Krannert School of Management students are continuing to live up to the school’s prestigious name.
The Kraft Foods Group corporation held its first Data Dive competition, in which five Krannert undergraduate students made up the winning team.
“I picked a team of five students from my class to participate and compete in one category – segmentation,” said associate professor of management Mohammad Rahman. “They won, beating graduate students and MBA master’s students from other Big Ten universities like Northwestern, Indiana University and other Chicago area schools.”
The knowledge the students brought into the competition was primarily what they learn from Rahman’s MGMT 488 class, which teaches electronic commerce and information strategies.
“We didn’t do anything (to prepare) except spend time understanding Kraft’s business model,” said Rahman.
This non-stop, 23-hour competition started on Saturday morning, with rules that contestants are not allowed to leave the building or premises. The competition provided computers and analytic tools for the students.
“They were not allowed to take in anything except their brain,” said Rahman. “Their work was actually real data from Kraft from their consumer database.”
The spring semester of 2015 was the first time Rahman offered this class.
“What I’m teaching is all the e-commerce-related concepts,” said Rahman. “It’s hands-on; I make them work on assignments where they have to work with practical data.”
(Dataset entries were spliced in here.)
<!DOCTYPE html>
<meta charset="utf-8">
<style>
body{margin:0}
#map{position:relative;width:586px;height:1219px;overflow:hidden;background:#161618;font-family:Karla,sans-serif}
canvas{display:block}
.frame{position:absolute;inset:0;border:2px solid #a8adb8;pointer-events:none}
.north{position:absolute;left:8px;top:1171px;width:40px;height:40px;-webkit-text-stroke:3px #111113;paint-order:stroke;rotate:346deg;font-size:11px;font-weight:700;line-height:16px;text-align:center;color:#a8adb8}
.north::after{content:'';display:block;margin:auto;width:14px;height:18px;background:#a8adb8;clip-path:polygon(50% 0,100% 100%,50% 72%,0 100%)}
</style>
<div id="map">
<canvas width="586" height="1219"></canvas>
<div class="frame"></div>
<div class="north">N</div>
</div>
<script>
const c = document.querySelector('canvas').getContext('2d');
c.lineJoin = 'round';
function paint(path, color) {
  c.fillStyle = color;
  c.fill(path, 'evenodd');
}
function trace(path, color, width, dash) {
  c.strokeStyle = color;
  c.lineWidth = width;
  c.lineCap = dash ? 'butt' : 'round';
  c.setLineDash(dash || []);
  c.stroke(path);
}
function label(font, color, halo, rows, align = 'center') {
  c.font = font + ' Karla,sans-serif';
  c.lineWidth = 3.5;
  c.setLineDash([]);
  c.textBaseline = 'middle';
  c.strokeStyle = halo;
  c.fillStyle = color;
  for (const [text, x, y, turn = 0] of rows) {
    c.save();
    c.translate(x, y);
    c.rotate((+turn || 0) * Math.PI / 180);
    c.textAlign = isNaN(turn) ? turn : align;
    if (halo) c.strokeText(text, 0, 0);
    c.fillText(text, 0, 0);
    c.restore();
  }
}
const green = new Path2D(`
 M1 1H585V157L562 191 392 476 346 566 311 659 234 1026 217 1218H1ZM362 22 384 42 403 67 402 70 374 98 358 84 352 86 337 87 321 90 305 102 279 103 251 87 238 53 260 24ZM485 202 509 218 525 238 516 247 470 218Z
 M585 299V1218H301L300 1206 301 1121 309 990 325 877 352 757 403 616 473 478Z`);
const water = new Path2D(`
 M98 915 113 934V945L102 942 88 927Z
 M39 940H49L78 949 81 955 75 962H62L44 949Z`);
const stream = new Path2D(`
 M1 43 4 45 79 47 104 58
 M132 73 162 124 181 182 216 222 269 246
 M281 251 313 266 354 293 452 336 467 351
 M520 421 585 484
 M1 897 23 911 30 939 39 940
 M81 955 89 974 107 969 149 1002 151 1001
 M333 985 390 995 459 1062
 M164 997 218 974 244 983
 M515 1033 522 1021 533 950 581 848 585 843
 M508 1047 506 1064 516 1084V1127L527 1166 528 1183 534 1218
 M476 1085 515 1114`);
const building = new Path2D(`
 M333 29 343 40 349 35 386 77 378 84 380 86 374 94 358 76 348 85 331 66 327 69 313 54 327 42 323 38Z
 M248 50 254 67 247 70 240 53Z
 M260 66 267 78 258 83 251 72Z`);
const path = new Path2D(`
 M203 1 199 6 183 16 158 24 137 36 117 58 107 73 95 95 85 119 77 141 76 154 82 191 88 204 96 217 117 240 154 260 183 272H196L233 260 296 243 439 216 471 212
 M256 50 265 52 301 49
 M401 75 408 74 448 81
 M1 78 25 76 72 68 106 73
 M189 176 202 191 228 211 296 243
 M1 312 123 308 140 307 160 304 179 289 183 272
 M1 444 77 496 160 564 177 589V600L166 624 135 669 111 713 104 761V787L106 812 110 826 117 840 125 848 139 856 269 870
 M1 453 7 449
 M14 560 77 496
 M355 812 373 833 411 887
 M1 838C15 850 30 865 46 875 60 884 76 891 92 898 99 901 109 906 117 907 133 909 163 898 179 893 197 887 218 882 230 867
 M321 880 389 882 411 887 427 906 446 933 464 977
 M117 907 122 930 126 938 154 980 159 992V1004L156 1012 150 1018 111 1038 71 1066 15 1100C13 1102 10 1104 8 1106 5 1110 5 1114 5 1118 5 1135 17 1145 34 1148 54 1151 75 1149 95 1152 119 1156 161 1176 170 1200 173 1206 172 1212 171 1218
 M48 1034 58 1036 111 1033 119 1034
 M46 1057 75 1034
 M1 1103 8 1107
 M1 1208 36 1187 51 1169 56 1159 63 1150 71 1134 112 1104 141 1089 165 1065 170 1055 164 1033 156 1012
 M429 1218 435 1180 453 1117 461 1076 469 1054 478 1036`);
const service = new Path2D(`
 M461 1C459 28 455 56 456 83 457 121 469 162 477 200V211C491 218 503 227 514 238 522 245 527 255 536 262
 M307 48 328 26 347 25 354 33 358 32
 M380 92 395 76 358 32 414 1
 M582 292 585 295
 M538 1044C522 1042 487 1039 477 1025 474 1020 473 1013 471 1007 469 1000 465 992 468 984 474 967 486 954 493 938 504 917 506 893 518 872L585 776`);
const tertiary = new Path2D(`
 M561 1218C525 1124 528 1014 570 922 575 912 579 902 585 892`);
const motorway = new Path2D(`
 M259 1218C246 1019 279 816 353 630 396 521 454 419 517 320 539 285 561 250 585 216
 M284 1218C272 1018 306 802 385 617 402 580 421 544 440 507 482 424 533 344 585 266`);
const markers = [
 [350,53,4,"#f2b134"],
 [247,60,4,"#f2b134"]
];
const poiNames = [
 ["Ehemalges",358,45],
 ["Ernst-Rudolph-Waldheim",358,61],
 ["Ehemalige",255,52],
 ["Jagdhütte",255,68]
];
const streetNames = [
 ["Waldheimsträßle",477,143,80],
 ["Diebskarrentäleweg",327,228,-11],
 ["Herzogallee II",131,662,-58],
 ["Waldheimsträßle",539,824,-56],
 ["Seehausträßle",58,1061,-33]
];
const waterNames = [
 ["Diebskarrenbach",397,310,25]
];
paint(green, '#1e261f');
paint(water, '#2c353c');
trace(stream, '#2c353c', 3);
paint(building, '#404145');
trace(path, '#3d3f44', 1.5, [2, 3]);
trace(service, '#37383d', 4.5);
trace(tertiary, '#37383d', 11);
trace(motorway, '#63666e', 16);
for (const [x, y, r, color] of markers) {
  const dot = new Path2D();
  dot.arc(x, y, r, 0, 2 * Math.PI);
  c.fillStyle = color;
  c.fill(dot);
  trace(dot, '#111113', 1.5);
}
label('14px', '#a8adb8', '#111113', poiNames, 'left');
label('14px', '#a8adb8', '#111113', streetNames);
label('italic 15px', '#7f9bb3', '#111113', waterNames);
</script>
Kraft doesn’t allow the contestants to discuss what they have worked on in the competition, but one of the judges told them he admired the team’s data-analytic approach.
“We were shocked to hear our names announced for the win,” said junior in managing information systems Rachel Crouch in a Krannert news release. “It was even more shocking to learn the judges had selected us unanimously. A judge approached us after the announcement and commended our mathematical approach, an approach taught to us in MGMT 488 this semester.”
The techniques Rahman teaches his students are close to his research and he is passionate about e-commerce related issues.
“What I tell my students is that when you look at business problems, it’s hard to say that (one thing) is the solution, but what you can say is that I am using the right approach to reach a good insight,” said Rahman.